Source material ->
Segment Open
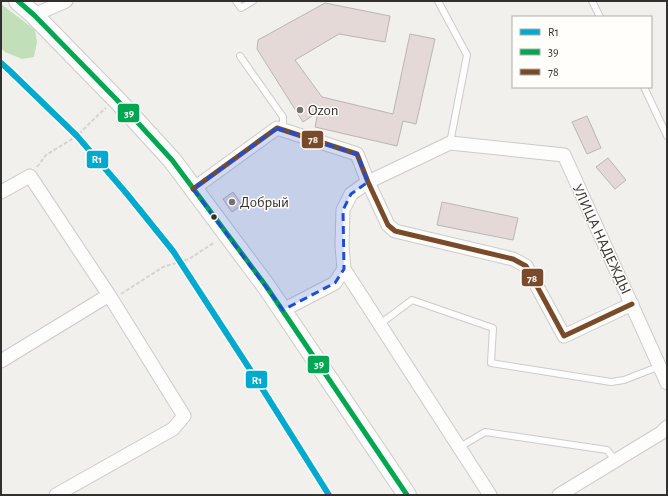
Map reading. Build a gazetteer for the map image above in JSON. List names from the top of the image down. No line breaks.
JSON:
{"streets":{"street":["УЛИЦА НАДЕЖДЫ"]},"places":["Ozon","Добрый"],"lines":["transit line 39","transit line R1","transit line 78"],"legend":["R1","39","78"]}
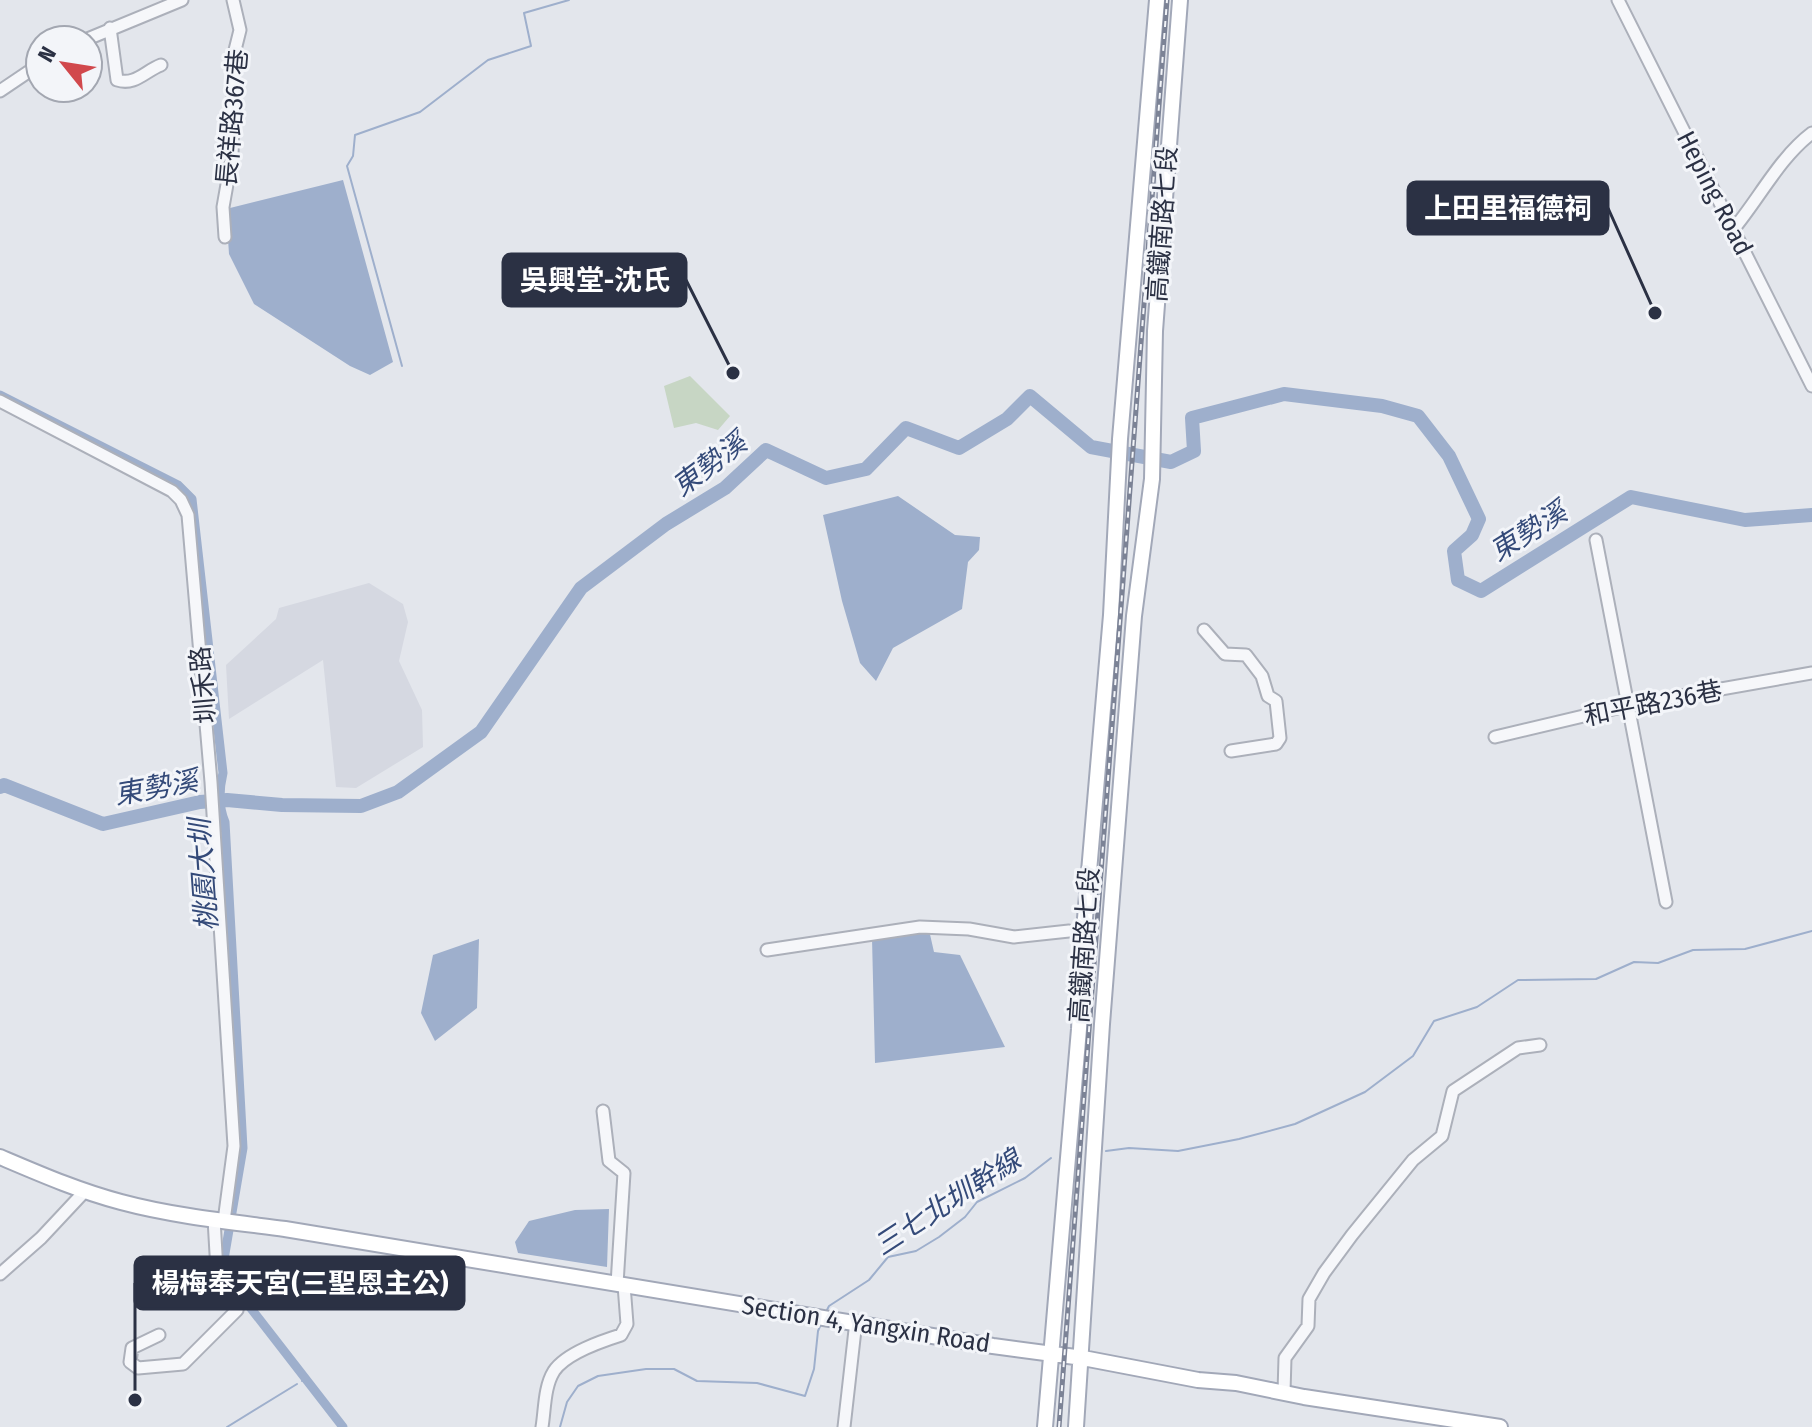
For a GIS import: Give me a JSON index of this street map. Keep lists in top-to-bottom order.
Segment Closed
Exercise -> Would you retype all the lines shown above, exactly as written and without any picture?

Task response ->
Map reading. Build a gazetteer for the map image above in JSON. List names from the top of the image down. No line breaks.
JSON:
{"streets":{"street":["УЛИЦА НАДЕЖДЫ"]},"places":["Ozon","Добрый"],"lines":["transit line 39","transit line R1","transit line 78"],"legend":["R1","39","78"]}
For a GIS import: Give me a JSON index of this street map. Keep lists in top-to-bottom order.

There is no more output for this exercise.